農作業安全コラム

トラクターの転倒・転倒事故を減らそう

H22年5月 冨田 宗樹

 本格的な農作業シーズンを迎え、皆様の周囲でも春耕、代掻きなどが盛んな毎日と思います。これらの作業に大活躍し、このシーズンの農業機械の主役ともいえるのが、乗用型トラクターです。

 そんな中、先日農林水産省より、平成20年の農作業死亡事故について調査結果の発表がありました。詳しい内容については本HPにも掲載しておりますので是非ご覧下さい。その中で目を引いたのが、乗用型トラクターの転落・転倒による死亡事故が、平成19年に比較して19件も増加(75件→94件)したことです。この事故は、農業機械死亡事故の実に3件に1件以上を占めています。

 従って、農業機械による死亡事故を減らすには、まず乗用型トラクターの転落・転倒による死亡事故を減らすことが必要であると考えます。
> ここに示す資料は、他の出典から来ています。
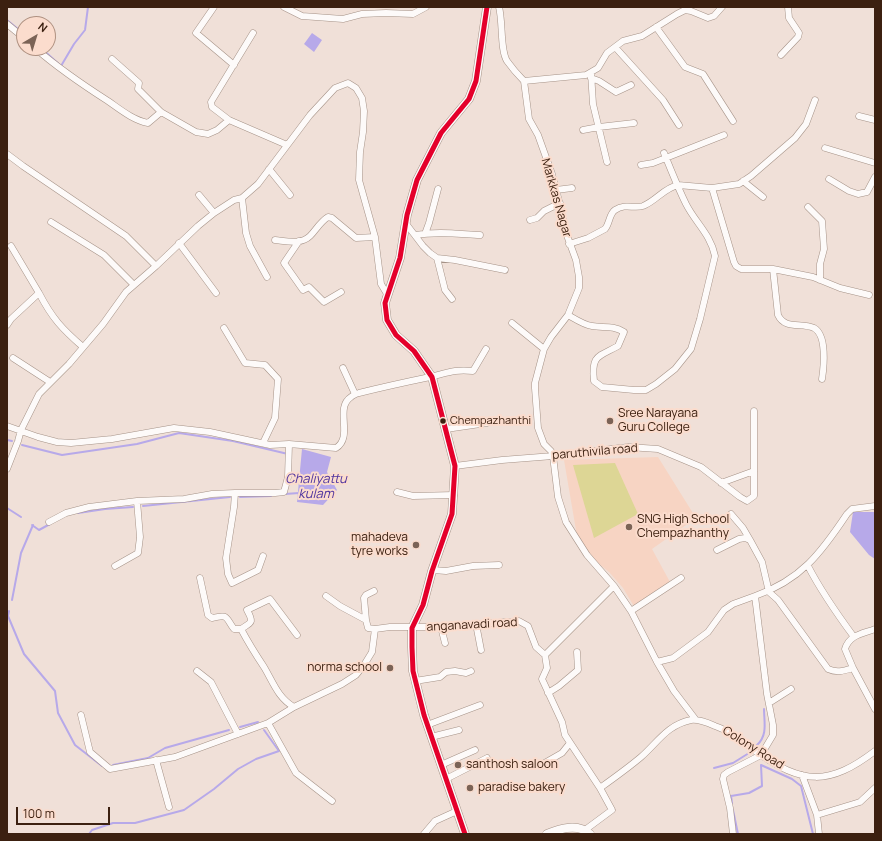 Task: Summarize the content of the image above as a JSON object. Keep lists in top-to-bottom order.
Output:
{
  "streets": {
    "street": [
      "Markkas Nagar",
      "paruthivila road",
      "anganavadi road",
      "Colony Road"
    ]
  },
  "crossings": [
    ["Markkas Nagar", "paruthivila road"]
  ],
  "water": ["Chaliyattu kulam"],
  "places": [
    "Chempazhanthi",
    "Sree Narayana Guru College",
    "SNG High School Chempazhanthy",
    "mahadeva tyre works",
    "norma school",
    "santhosh saloon",
    "paradise bakery"
  ],
  "scale_bar": "100 m",
  "north": "top right"
} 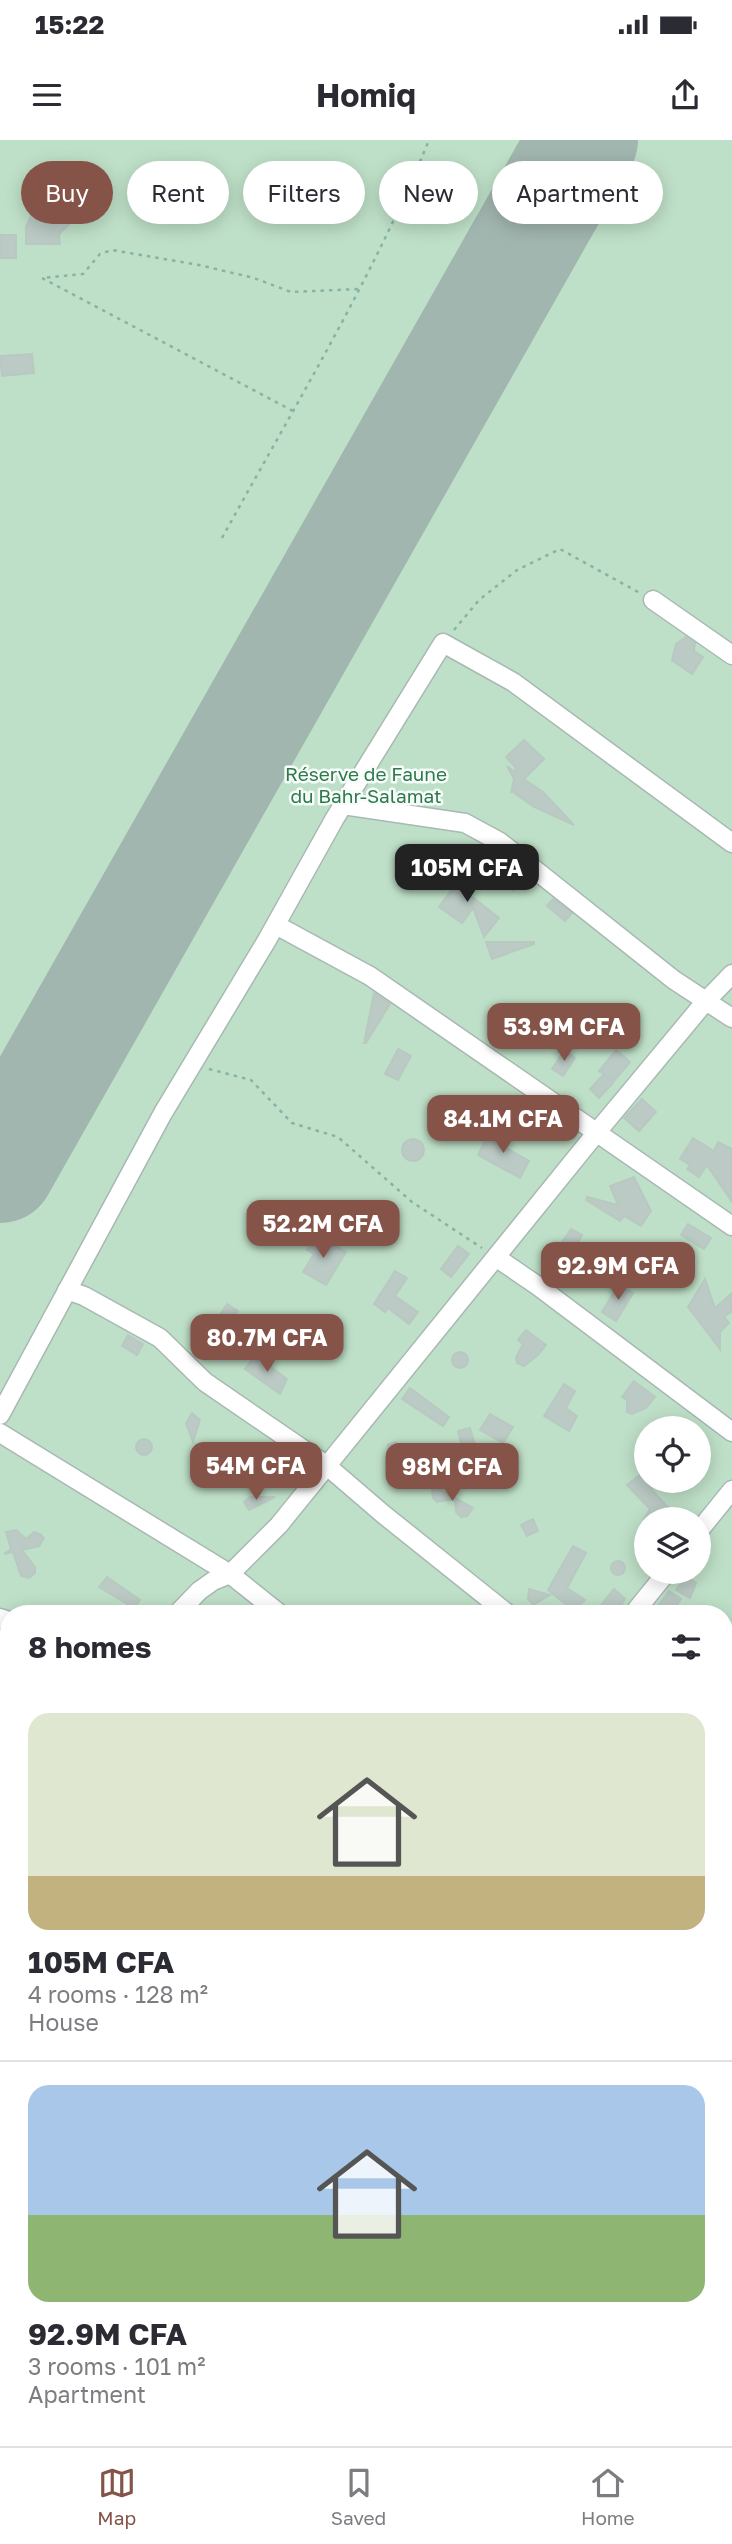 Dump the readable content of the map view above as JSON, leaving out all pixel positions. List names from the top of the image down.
{
  "parks": ["Réserve de Faune du Bahr-Salamat"],
  "page": {
    "status": "15:22",
    "header": "Homiq",
    "chip": [
      "Buy",
      "Rent",
      "Filters",
      "New",
      "Apartment"
    ],
    "price": [
      "105M CFA",
      "53.9M CFA",
      "84.1M CFA",
      "52.2M CFA",
      "92.9M CFA",
      "80.7M CFA",
      "54M CFA",
      "98M CFA"
    ],
    "heading": "8 homes",
    "list": [
      {
        "name": "105M CFA",
        "note": "4 rooms · 128 m² · House"
      },
      {
        "name": "92.9M CFA",
        "note": "3 rooms · 101 m² · Apartment"
      }
    ],
    "tabs": ["Map", "Saved", "Home"]
  }
} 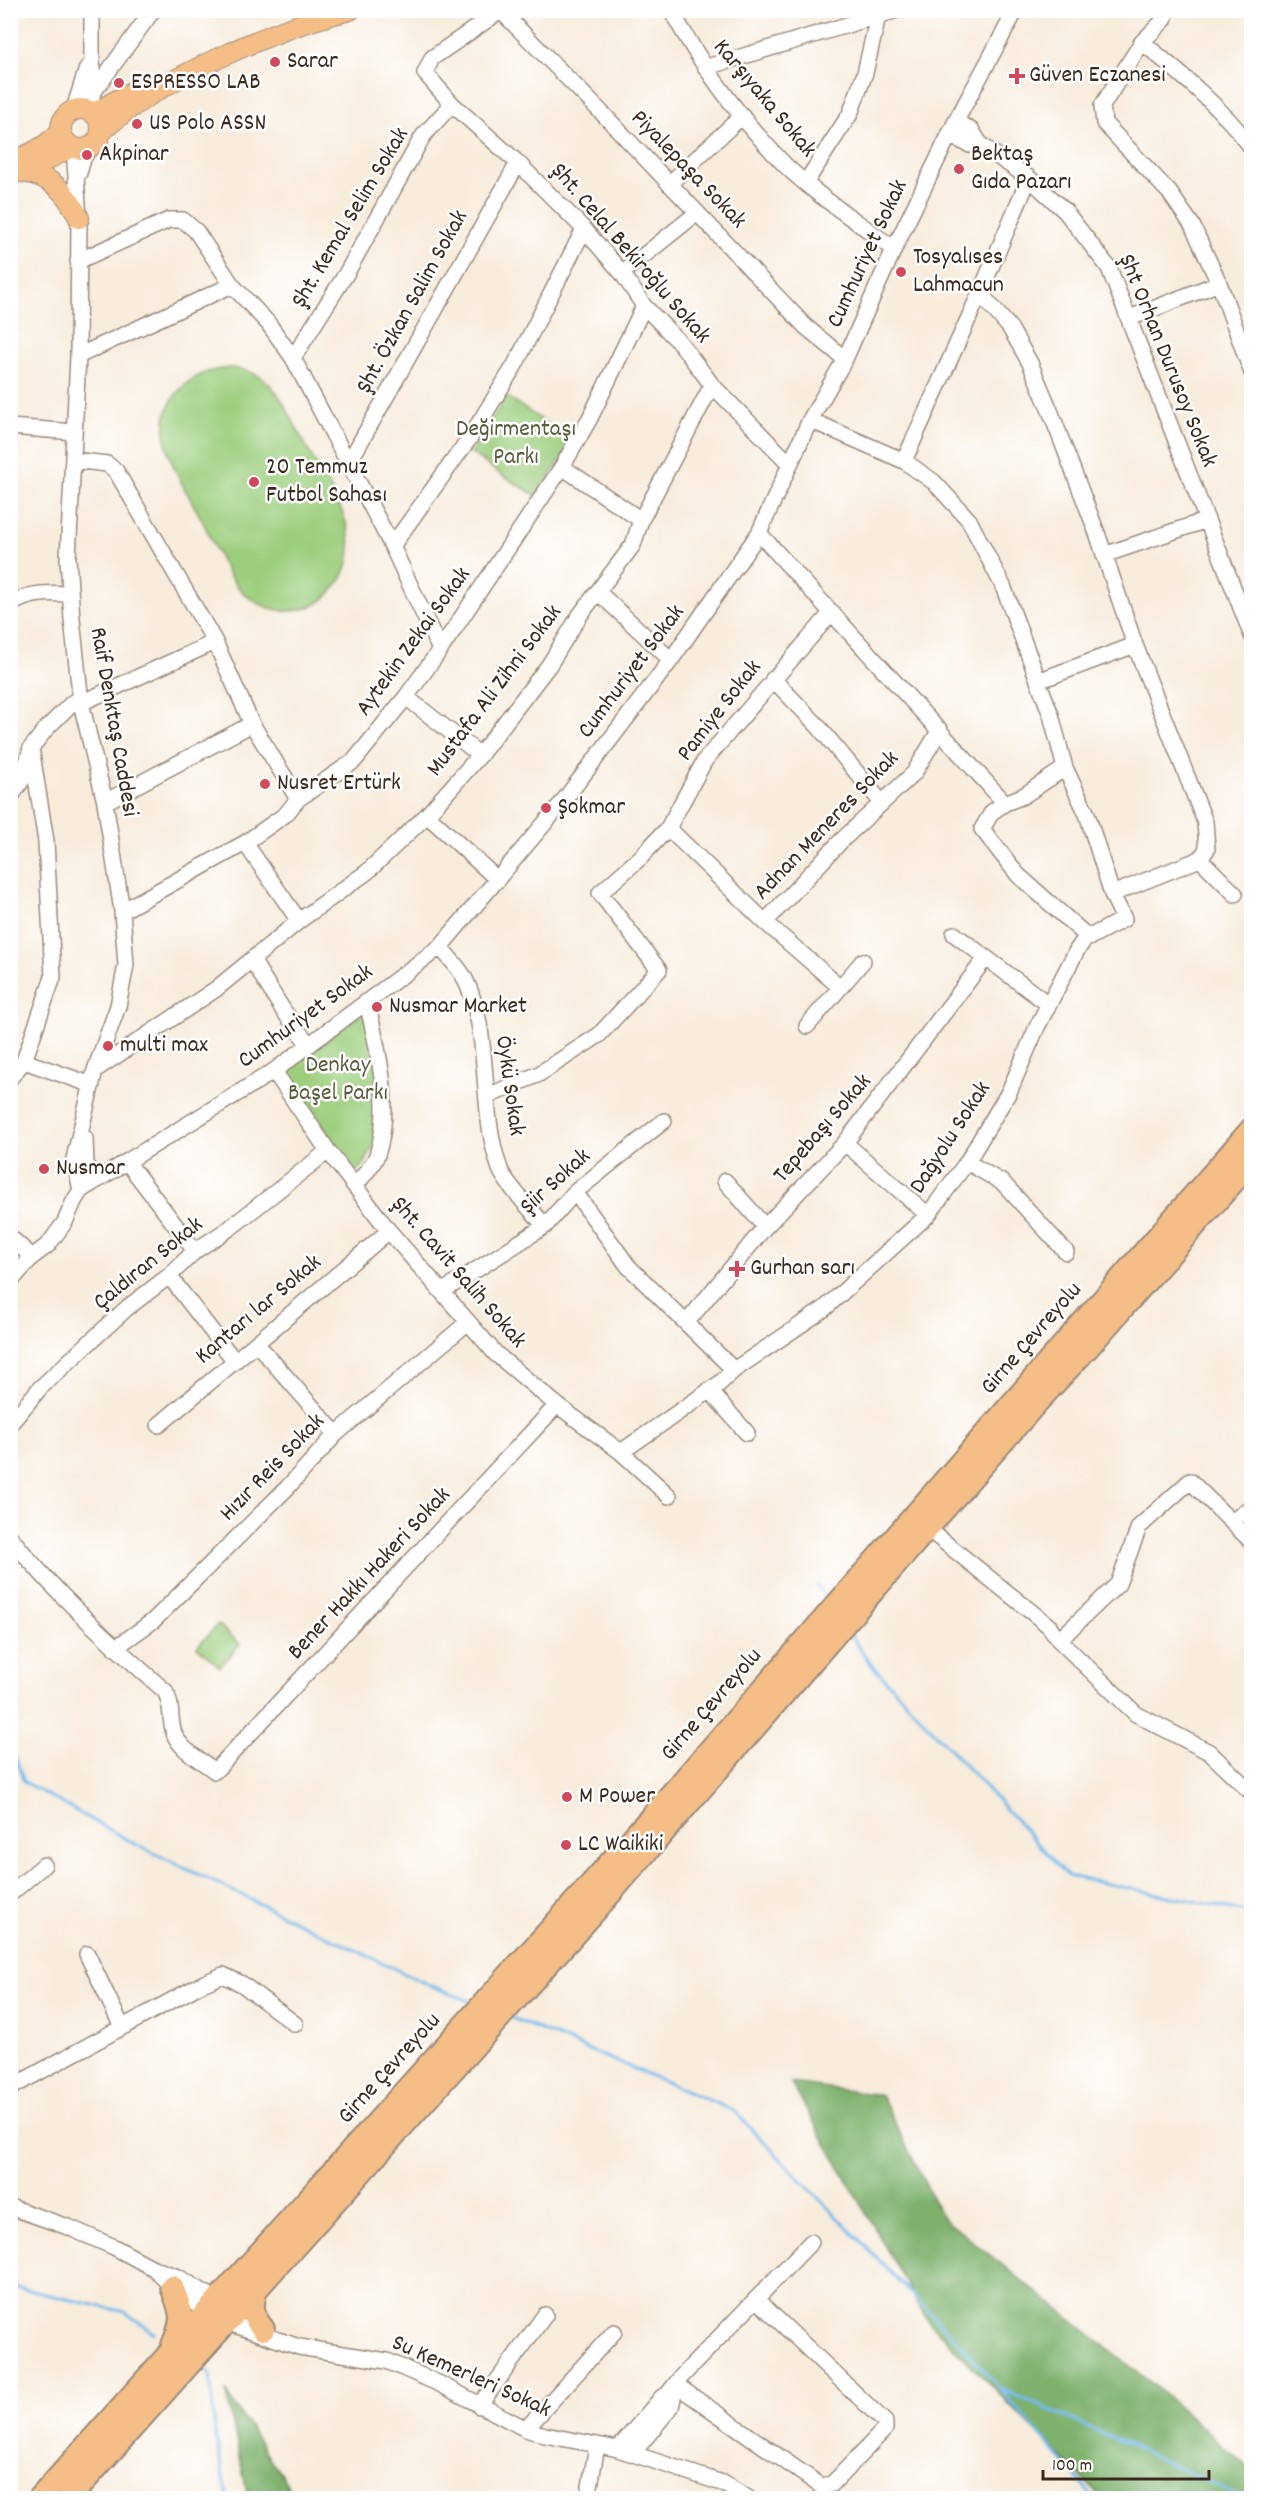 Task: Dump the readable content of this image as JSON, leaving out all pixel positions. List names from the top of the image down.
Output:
{
  "streets": {
    "highway": ["Girne Çevreyolu"],
    "street": [
      "Karşıyaka Sokak",
      "Piyalepaşa Sokak",
      "Şht. Kemal Selim Sokak",
      "Şht. Celal Bekiroğlu Sokak",
      "Cumhuriyet Sokak",
      "Şht. Özkan Salim Sokak",
      "Şht Orhan Durusoy Sokak",
      "Aytekin Zekai Sokak",
      "Mustafa Ali Zihni Sokak",
      "Pamiye Sokak",
      "Raif Denktaş Caddesi",
      "Adnan Meneres Sokak",
      "Öykü Sokak",
      "Tepebaşı Sokak",
      "Dağyolu Sokak",
      "Şiir Sokak",
      "Çaldıran Sokak",
      "Şht. Cavit Salih Sokak",
      "Kantarı lar Sokak",
      "Hızır Reis Sokak",
      "Bener Hakkı Hakeri Sokak",
      "Su Kemerleri Sokak"
    ]
  },
  "crossings": [
    ["Karşıyaka Sokak", "Cumhuriyet Sokak"],
    ["Piyalepaşa Sokak", "Şht. Celal Bekiroğlu Sokak"],
    ["Piyalepaşa Sokak", "Cumhuriyet Sokak"],
    ["Şht. Kemal Selim Sokak", "Şht. Celal Bekiroğlu Sokak"],
    ["Şht. Celal Bekiroğlu Sokak", "Cumhuriyet Sokak"],
    ["Şht. Celal Bekiroğlu Sokak", "Şht. Özkan Salim Sokak"],
    ["Şht. Celal Bekiroğlu Sokak", "Aytekin Zekai Sokak"],
    ["Şht. Celal Bekiroğlu Sokak", "Mustafa Ali Zihni Sokak"],
    ["Cumhuriyet Sokak", "Şht Orhan Durusoy Sokak"],
    ["Cumhuriyet Sokak", "Raif Denktaş Caddesi"],
    ["Cumhuriyet Sokak", "Öykü Sokak"],
    ["Cumhuriyet Sokak", "Şht. Cavit Salih Sokak"],
    ["Aytekin Zekai Sokak", "Raif Denktaş Caddesi"],
    ["Mustafa Ali Zihni Sokak", "Raif Denktaş Caddesi"],
    ["Pamiye Sokak", "Öykü Sokak"],
    ["Öykü Sokak", "Şiir Sokak"],
    ["Dağyolu Sokak", "Şht. Cavit Salih Sokak"],
    ["Şiir Sokak", "Şht. Cavit Salih Sokak"],
    ["Çaldıran Sokak", "Şht. Cavit Salih Sokak"],
    ["Şht. Cavit Salih Sokak", "Kantarı lar Sokak"],
    ["Şht. Cavit Salih Sokak", "Hızır Reis Sokak"],
    ["Şht. Cavit Salih Sokak", "Bener Hakkı Hakeri Sokak"],
    ["Girne Çevreyolu", "Su Kemerleri Sokak"],
    ["Hızır Reis Sokak", "Bener Hakkı Hakeri Sokak"]
  ],
  "parks": ["Değirmentaşı Parkı", "Denkay Başel Parkı"],
  "places": {
    "other": [
      "Sarar",
      "ESPRESSO LAB",
      "US Polo ASSN",
      "Akpinar",
      "Bektaş Gıda Pazarı",
      "Tosyalıses Lahmacun",
      "20 Temmuz Futbol Sahası",
      "Nusret Ertürk",
      "Şokmar",
      "Nusmar Market",
      "multi max",
      "Nusmar",
      "M Power",
      "LC Waikiki"
    ],
    "health": ["Güven Eczanesi", "Gurhan sarı"]
  },
  "scale_bar": "100 m"
}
その方法は既に明らかになっており、このHPでも再三お伝えしていることですが、安全キャブ・フレームを付け、シートベルトを使うことです。

 しかし、残念ながら、これらの徹底に向けての道のりはまだ長いのが現状です。

 このため、今可能なこととして、農業に関わる皆様のご助力を頂きたいと思います。具体的には、少し高価でも検査に合格したキャブ・フレームの付いたトラクターを買う、納屋から出したらフレームを伸ばす、道路ではシートベルトを締めるといったことを、ご自身はもちろんのこと、周囲の方々にも働きかけて頂けないでしょうか。

 安全キャブ・フレームの付いていない、あるいは正しく使用されていないトラクターを身の回りから1台ずつ減らしていく、そのことが痛ましい死亡事故を減らすための王道であり、かつ最短距離と改めて思います。